Sabtu, 20 Juli 2019

Kisah Hidup Setelah Koma


SELALU ada kelanjutan setelah tanda koma. Begitu juga dengan kisah hidup penyair asal Kudus Jumari HS. Banyak pusinya yang lahir setelah mengalami koma, dalam arti sebenarnya. Di usianya yang sudah menginjak 54 tahun, Jumari tetap produktif menulis.

Setelah menyusun puisi-puisinya yang berserakan di media massa dalam “Tembang Temba-kau” (2008), “Tentang jejak yang Hilang” (2016), dan “Panorama Senja” (2018), tahun ini pria yang bekerja sebagai buruh salah satu perusahaan rokok besar di Kudus kembali menerbitkan “Pijar Api  Zikir Puisi

Buku puisi terbaru Jumari HS itu menjadi salah satu buku yang paling banyak dicari di event Pertemuan Penyair Nusantara (PPN) XI di Kudus, bulan lalu. Pijar Api Zikir Puisi ini secara resmi baru akan diluncurkan berbarengan dengan peringatan hari lahir Jumari November nanti.

Namun pada PPN XI lalu, Pijar Api Zikir Puisi banyak dicari oleh penyair dari berbagai pelosok Nusantara yang hadir. Pijar Api Zikir Puisi banyak bercerita sisi spiritual Jumari setelah mengalami koma karena kondisi kesehatan yang memburuk, 2011 lalu.

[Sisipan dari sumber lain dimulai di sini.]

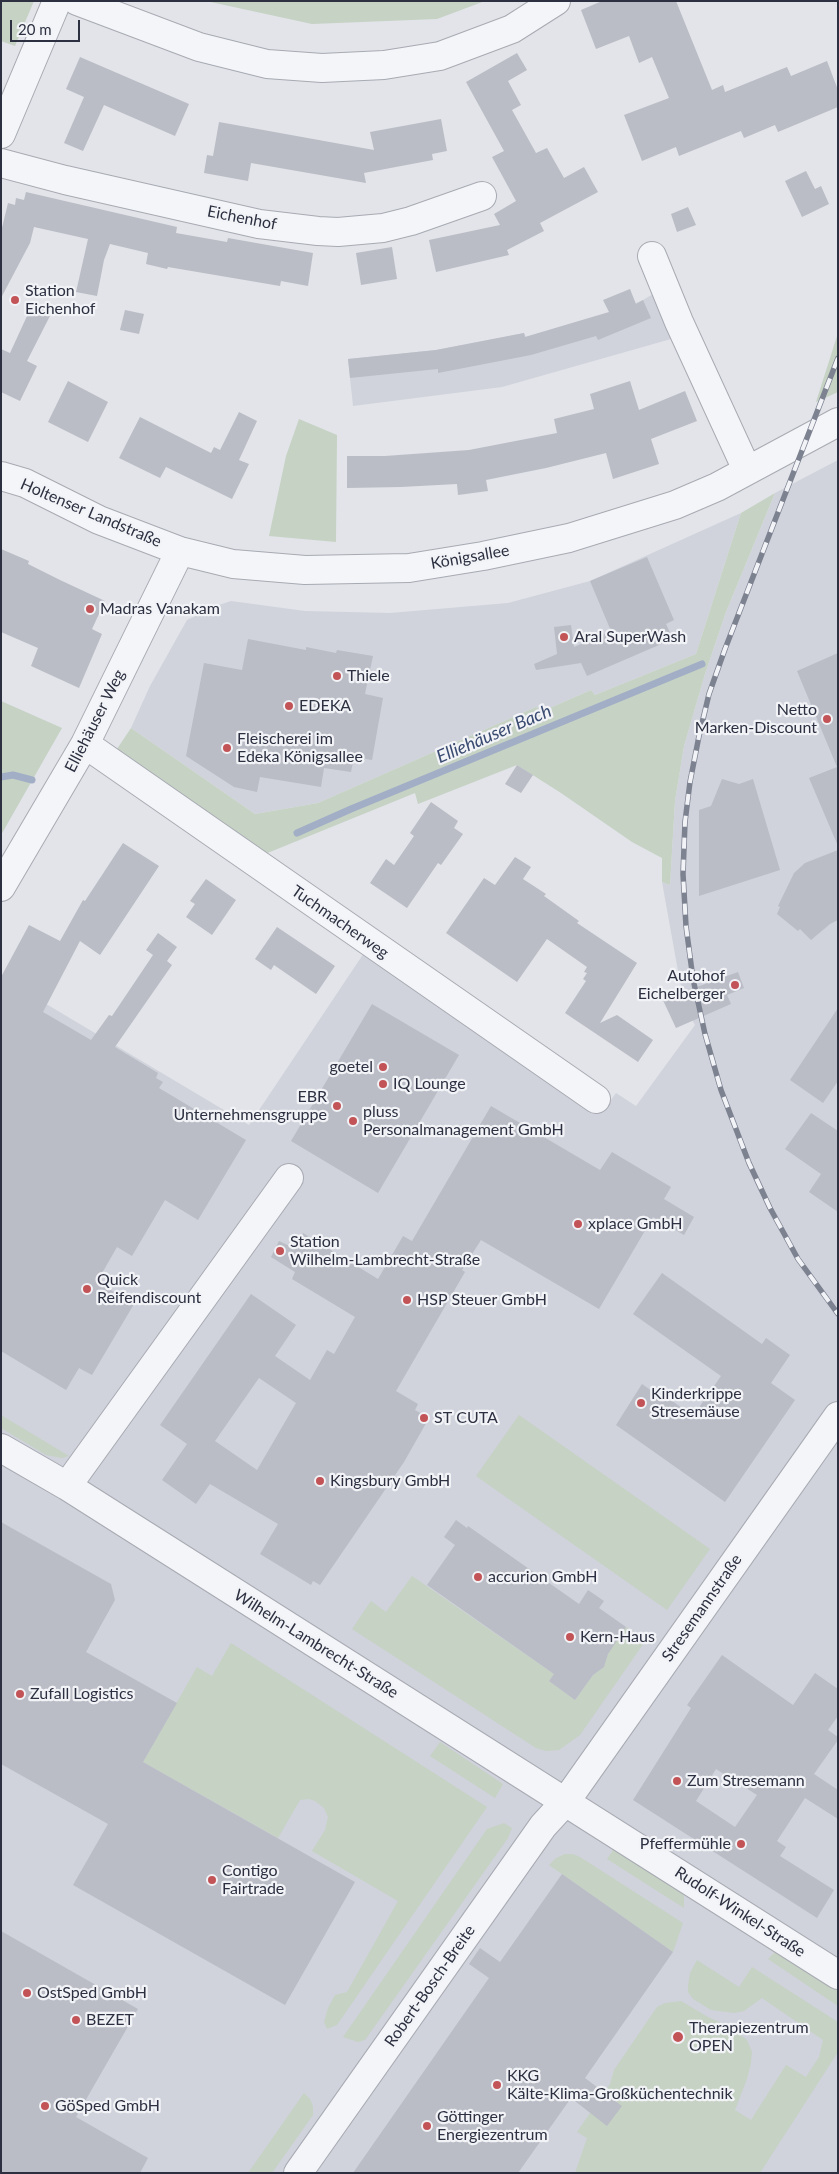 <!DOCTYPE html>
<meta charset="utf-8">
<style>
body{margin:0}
#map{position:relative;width:839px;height:2174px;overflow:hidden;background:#e2e4e9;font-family:Lato,sans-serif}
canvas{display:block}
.frame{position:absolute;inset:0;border:2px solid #2c3040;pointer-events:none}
.scale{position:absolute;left:10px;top:20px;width:70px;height:22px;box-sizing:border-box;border:2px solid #2c3040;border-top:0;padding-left:6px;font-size:15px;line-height:18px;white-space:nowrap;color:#2c3040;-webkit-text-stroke:4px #f2f3f7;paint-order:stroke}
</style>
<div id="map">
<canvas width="839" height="2174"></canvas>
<div class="frame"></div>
<div class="scale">20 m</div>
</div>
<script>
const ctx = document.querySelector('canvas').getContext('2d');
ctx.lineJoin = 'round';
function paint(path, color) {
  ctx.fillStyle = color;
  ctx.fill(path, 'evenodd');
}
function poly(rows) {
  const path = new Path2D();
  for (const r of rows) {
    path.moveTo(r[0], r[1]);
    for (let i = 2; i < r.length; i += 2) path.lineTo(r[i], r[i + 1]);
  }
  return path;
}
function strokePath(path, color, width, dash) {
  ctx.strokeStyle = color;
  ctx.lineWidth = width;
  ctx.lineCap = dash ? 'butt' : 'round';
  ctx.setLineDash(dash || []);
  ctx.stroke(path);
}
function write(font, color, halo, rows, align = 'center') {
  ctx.font = font + ' Lato,sans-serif';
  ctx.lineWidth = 4.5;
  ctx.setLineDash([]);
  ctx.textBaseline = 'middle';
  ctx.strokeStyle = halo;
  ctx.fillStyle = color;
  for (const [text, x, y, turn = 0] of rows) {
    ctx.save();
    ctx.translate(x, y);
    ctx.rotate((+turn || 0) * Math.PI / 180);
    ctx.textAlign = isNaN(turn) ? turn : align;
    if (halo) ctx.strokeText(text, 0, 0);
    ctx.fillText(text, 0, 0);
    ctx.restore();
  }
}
paint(poly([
 [653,294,671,339,502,387,353,406,348,359,436,350,524,333,526,337,590,318,592,322,643,300],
 [838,460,838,2173,1,2173,1,977,249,1125,364,953,606,1107,616,1093,636,1106,695,1025,690,1016,680,982,662,882,670,885,675,801,684,746,705,674,726,612,775,493],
 [741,513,696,654,595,695,591,690,543,711,536,707,318,803,255,814,131,728,150,686,187,620,219,605,231,601,305,611,390,613,508,603,590,581]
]), '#d0d3db');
paint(poly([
 [1,1,34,1,15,46,1,41],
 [206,1,485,1,437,19,312,24],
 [838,333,838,392,816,402],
 [299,419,337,435,336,542,269,536,286,456],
 [775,493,726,612,705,674,684,746,675,801,670,885,662,882,662,858,632,842,561,793,517,765,418,804,415,793,265,854,117,749,131,728,255,814,318,803,536,707,543,711,591,690,595,695,696,654,741,513],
 [1,701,62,728,1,835],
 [1,1415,69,1456,62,1458,46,1455,1,1428],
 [519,1415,710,1549,667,1610,476,1476],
 [412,1576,554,1674,549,1681,575,1700,593,1675,604,1667,608,1653,626,1627,646,1640,580,1735,559,1750,546,1751,536,1748,352,1629,371,1601,386,1612],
 [231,1643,487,1807,337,2025,327,2029,324,2022,328,2008,335,1995,347,1992,398,1901,312,1851,325,1830,328,1817,324,1808,315,1801,309,1799,300,1800,278,1838,143,1762,197,1667,212,1676],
 [440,1742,503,1784,495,1798,430,1756],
 [504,1823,512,1828,508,1838,365,2040,358,2042,343,2037,487,1829],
 [616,1846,684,1890,684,1908,607,1859],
 [565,1854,573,1854,580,1857,683,1923,673,1952,549,1865,556,1858],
 [777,1950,838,1989,838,2006,768,1959],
 [697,1960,739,1987,752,1967,838,2022,838,2052,760,2173,575,2173,587,2138,577,2132,610,2084,614,2070,657,2007,665,2003,681,2001,708,2017,730,2027,747,2040,752,2052,751,2063,747,2079,735,2110,751,2120,786,2065,806,2077,819,2057,823,2040,762,1998,744,2011,734,2013,711,2010,693,1999,688,1992,688,1985,690,1973],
 [304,2093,310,2099,313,2106,313,2115,272,2173,248,2173]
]), '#c6d2c4');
strokePath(poly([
 [1,777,13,775,32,780],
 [297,833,351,809,702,664]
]), '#a1aec6', 7);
paint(poly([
 [602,1,676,1,712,90,723,85,725,92,787,67,791,76,827,61,838,90,838,107,778,132,775,125,744,138,741,131,679,156,676,147,642,161,624,115,669,98,652,57,639,63,629,36,596,49,581,10],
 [517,53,527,70,508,81,521,105,512,110,536,153,547,148,564,178,584,167,598,192,540,223,544,231,507,250,509,255,436,272,429,240,500,225,494,214,516,201,492,157,504,151,466,82],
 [80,57,189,104,175,136,104,105,83,151,64,143,84,97,66,89],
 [441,119,447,151,432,154,433,160,364,173,366,183,251,163,248,181,204,173,207,155,213,156,219,122,374,150,370,132],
 [806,171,815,189,821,186,829,204,802,217,785,181],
 [26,192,177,227,176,233,227,242,228,238,313,253,308,286,281,281,280,286,168,267,167,269,146,264,148,253,110,244,104,260,97,296,76,292,88,239,34,227,30,243,1,298,1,232,8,203,15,205,16,198,24,200],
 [688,207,696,225,677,232,671,214],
 [392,247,397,279,361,285,356,253],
 [630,289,636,304,643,300,651,318,598,340,596,336,531,355,438,373,438,369,350,378,348,359,436,350,524,333,525,337,609,312,603,300],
 [33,303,52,312,27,361,37,366,20,401,1,392,1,349,10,353],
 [125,310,144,314,139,334,120,330],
 [68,381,108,402,88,442,48,422],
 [630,381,639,410,685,391,697,421,651,439,659,464,613,479,606,453,546,468,486,480,488,491,458,495,457,484,401,487,347,488,347,456,385,456,469,450,557,433,554,419,594,409,590,394],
 [239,412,257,421,239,460,249,464,232,499,166,467,160,478,119,458,140,417,211,453,214,447,220,450],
 [1,549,29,561,28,564,60,580,105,601,92,629,102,634,79,688,31,666,38,648,1,632],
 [647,557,674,620,666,624,673,639,587,676,581,663,536,670,534,664,557,654,554,627,571,625,574,647,611,631,590,581],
 [248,639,306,650,306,647,336,653,337,650,373,656,365,694,383,698,372,760,354,757,351,772,324,768,321,787,260,777,257,792,234,787,186,756,204,663,242,670],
 [838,653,838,846,809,778,837,767,797,671],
 [517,765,533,775,521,793,505,784],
 [722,779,739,784,753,779,780,870,699,896,699,810,711,806],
 [431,802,458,821,454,828,463,834,441,865,438,863,407,908,370,883,386,859,394,865,414,836,410,833],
 [123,843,159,866,100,955,80,941,43,1012,91,1040,109,1015,112,1016,153,955,146,950,158,933,177,947,167,961,172,965,115,1047,158,1073,156,1078,163,1082,159,1088,246,1140,198,1220,165,1200,132,1256,117,1247,97,1282,134,1304,92,1375,79,1368,66,1390,1,1351,1,977,29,925,60,941,83,900,85,901],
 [838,850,838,920,830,924,811,940,800,929,798,931,777,914,780,907,778,906,794,873,805,863],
 [515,857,531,867,523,879,546,894,544,896,579,921,577,923,637,963,600,1023,617,1015,653,1040,638,1062,565,1013,586,981,583,979,587,973,584,972,587,967,547,939,517,982,446,933,484,878,495,885],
 [206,879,236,900,212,935,186,917,195,904,190,901],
 [277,927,335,966,316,994,274,965,271,970,255,959],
 [738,972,744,988,727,995,731,1004,676,1028,661,996,681,987,683,992],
 [372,1004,459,1055,378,1193,291,1141],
 [838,1008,838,1081,823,1103,790,1080],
 [491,1106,600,1170,612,1152,671,1187,664,1199,694,1217,684,1235,653,1217,599,1309,481,1240,462,1270,465,1272,396,1391,418,1404,415,1410,429,1418,404,1462,320,1585,313,1581,311,1585,260,1554,278,1524,210,1484,196,1504,162,1480,187,1444,160,1425,251,1294,296,1325,275,1356,310,1380,327,1350,334,1354,355,1317,292,1279,295,1272,271,1257,279,1241,294,1248,303,1233,378,1279,403,1236,412,1241],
 [259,1378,296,1403,257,1470,215,1441],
 [811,1113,838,1131,838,1212,809,1192,821,1174,785,1149],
 [662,1273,762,1344,766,1338,790,1355,771,1383,795,1400,725,1502,616,1425,642,1384,662,1398,664,1395,693,1416,721,1376,633,1314],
 [456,1520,467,1528,468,1526,579,1604,588,1590,604,1601,599,1608,626,1627,608,1654,604,1667,593,1675,575,1700,549,1681,554,1674,427,1585,455,1545,444,1537],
 [1,1522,111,1584,115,1600,86,1652,177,1703,143,1762,355,1882,285,2005,73,1885,108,1824,1,1764],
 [722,1655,793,1705,815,1673,838,1689,838,1716,828,1730,838,1737,838,1740,814,1774,838,1790,838,1819,805,1798,777,1841,786,1847,780,1856,834,1890,817,1918,633,1800,691,1708,687,1705],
 [716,1769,757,1795,735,1827,696,1801],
 [562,1874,673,1952,585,2078,622,2106,607,2126,571,2098,518,2173,353,2173,489,1978,469,1964,480,1948,500,1962],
 [1,1931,138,2009,76,2117,148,2158,140,2173,1,2173]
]), '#babdc5');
const minor = poly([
 [77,1,199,47,267,64,322,68,384,65,440,56,512,29,556,1],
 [1,134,57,1],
 [1,163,65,180,259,224,318,231,338,232,383,228,411,221,482,196],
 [652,256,679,322,747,470],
 [1,476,25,483,99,520,180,551,233,564,305,570,409,568,483,556,569,538,675,505,717,487,838,422],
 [85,744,596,1099],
 [1,887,85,744,180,551],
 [1,1448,67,1486,838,1975],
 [67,1486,289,1178],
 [298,2173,543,1826,566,1801,838,1416]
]);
strokePath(minor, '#a8aab3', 30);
strokePath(minor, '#f4f5f8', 28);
const rail = poly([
 [838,358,725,649,709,694,699,736,690,782,685,822,683,874,686,926,693,979,705,1034,721,1090,749,1163,770,1208,798,1259,838,1314]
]);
strokePath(rail, '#7d8291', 5.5);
strokePath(rail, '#f2f3f7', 4, [11]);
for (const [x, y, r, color] of [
 [15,300,5,"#c25356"],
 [90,609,5,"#c25356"],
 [564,637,5,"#c25356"],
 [337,676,5,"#c25356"],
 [289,706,5,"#c25356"],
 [827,719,5,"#c25356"],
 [227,748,5,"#c25356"],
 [735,985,5,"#c25356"],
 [383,1067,5,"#c25356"],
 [383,1084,5,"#c25356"],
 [337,1106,5,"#c25356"],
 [353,1121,5,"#c25356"],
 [578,1224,5,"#c25356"],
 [280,1251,5,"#c25356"],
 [87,1289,5,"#c25356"],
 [407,1300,5,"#c25356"],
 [641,1403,5,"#c25356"],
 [424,1418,5,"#c25356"],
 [320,1481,5,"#c25356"],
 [478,1577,5,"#c25356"],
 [570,1637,5,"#c25356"],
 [20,1694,5,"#c25356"],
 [677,1781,5,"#c25356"],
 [741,1844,5,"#c25356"],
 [212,1880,5,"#c25356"],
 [27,1993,5,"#c25356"],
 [76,2020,5,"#c25356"],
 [678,2037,6,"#c25356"],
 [497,2085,5,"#c25356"],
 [45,2106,5,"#c25356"],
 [427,2126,5,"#c25356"]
]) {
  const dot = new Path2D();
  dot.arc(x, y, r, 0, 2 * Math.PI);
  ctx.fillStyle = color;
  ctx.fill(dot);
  strokePath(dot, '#f2f3f7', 2);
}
write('16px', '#2c3040', '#f2f3f7', [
 ["Eichenhof",242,218,11],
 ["Holtenser Landstraße",91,513,23],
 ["Königsallee",470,557,-10],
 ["Elliehäuser Weg",95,721,-63],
 ["Tuchmacherweg",340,922,35],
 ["Stresemannstraße",702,1608,-55],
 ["Wilhelm-Lambrecht-Straße",316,1644,32],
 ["Rudolf-Winkel-Straße",740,1912,33],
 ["Robert-Bosch-Breite",430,1986,-55]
]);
write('16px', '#2c3040', '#f2f3f7', [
 ["Station",25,291],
 ["Eichenhof",25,309],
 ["Madras Vanakam",100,609],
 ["Aral SuperWash",574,637],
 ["Thiele",347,676],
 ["EDEKA",299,706],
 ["Netto",817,710,"right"],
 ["Marken-Discount",817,728,"right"],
 ["Fleischerei im",237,739],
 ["Edeka Königsallee",237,757],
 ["Autohof",725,976,"right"],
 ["Eichelberger",725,994,"right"],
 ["goetel",373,1067,"right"],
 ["IQ Lounge",393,1084],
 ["EBR",327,1097,"right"],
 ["Unternehmensgruppe",327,1115,"right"],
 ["pluss",363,1112],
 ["Personalmanagement GmbH",363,1130],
 ["xplace GmbH",588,1224],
 ["Station",290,1242],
 ["Wilhelm-Lambrecht-Straße",290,1260],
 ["Quick",97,1280],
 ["Reifendiscount",97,1298],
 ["HSP Steuer GmbH",417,1300],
 ["Kinderkrippe",651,1394],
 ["Stresemäuse",651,1412],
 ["ST CUTA",434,1418],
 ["Kingsbury GmbH",330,1481],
 ["accurion GmbH",488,1577],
 ["Kern-Haus",580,1637],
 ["Zufall Logistics",30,1694],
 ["Zum Stresemann",687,1781],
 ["Pfeffermühle",731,1844,"right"],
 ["Contigo",222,1871],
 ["Fairtrade",222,1889],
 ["OstSped GmbH",37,1993],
 ["BEZET",86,2020],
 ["Therapiezentrum",689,2028],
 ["OPEN",689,2046],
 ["KKG",507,2076],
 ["Kälte-Klima-Großküchentechnik",507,2094],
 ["GöSped GmbH",55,2106],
 ["Göttinger",437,2117],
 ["Energiezentrum",437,2135]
], 'left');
write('italic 18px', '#394b70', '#f2f3f7', [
 ["Elliehäuser Bach",494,734,-23]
]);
</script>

Buku Puisi itu disunting oleh penyair asal Madura, Mahwi Air Tawar. Pijar Api Zikir Puisi memiliki makna dalam bagi Jumari. Pijar Api menyimbolkan semangat atau harapan hidup yang terus menyala dalam bentuk ranah estetika puisi. Zikir puisi merupakan gambaran perjalanan spiritual kehidupan yang dia alami.

Dalam buku setebal 110 halaman itu, Jumari memang banyak mengumbar hubungan kehidupannya dengan Tuhan. Dalam “Sembahyang di Bebatuan” misalnya, Jumari menulis //Aku sembahyang di bebatuan/Sembilan puuh sembilan kerikil tasbihku/larut dalam tahmid sampai membayang kematian/dalam hembusan angin kebahagiaan//

Dia melanjutkan //Aku sembahyang di bebatuan/bayangkan diri rumput : pasrah pada angin, pada cuaca, nafasku menjelma daun, diterbangkan takdir//

Pijar Api Zikir Puisi ini menjadi refleksi Jumari atas perjalanan dan perjumpaan-perjumpaan hidupnya dengan banyak peristiwa. Baik itu peristiwa yang terjadi dalam kehidupan dirinya, di sekitarnya, dan masyarakat Indonesia pada umumnya.

Produktif dalam menulis, Jumari mengaku tak ada tips khusus menulis puisi atau formula khusus dalam menerjemahkan imajinasinya dalam bentuk puisi. Tidak ada pola khusus dalam menyusun setiap bait. Setiap kata dalam puisinya mencerminkan letupan spontanitas Jumari dalam mengekspresikan apa yang dia rasakan.

Dalam menulis, Jumari tak mau terbelenggu dengan teori-teori puisi, atau pola-pola penulisan yang ada. Baginya, puisi lahir karena menuangkan kejujuran apa yang dia alami. “Hari-hari saya adalah puisi. Hampir setiap hari saya menemukan ide untuk ditulis menjadi puisi. Modal dalam menulis puisi bagi saya adalah kejujuran,” katanya suatu ketika.

Karena saban hari berpuisi, Jumari dengan enteng menulis tentang Tuhan, hubungannya dengan tuhan, cinta dalam arti sebenarnya, kemudian melompat menyinggung solidaritas sesama manusia saat terjadi gempa bumi, hingga menyinggung soal matematika. Ya.. Matematika yang soal ilmu berhitung itu. 

Dalam “Belajar Matematika” Jumari menulis //Belajar matematika/angka demi angka aku hitung/temukan nilainya/dan dalam angka demi angka/aku tak menemukan dosa//

Bisa jadi, puisi di atas menyindir orang yang pandai berhitung, namun ujung-ujungnya kepandaiannya itu untuk mencari angka-angka yang menguntungkannya (baca : korupsi).

Bagi kamu yang baru suka puisi, atau suka membaca puisi dengan diksi dan narasi yang tidak njlimet, puisi-puisi Jumari HS saya rekomendasikan.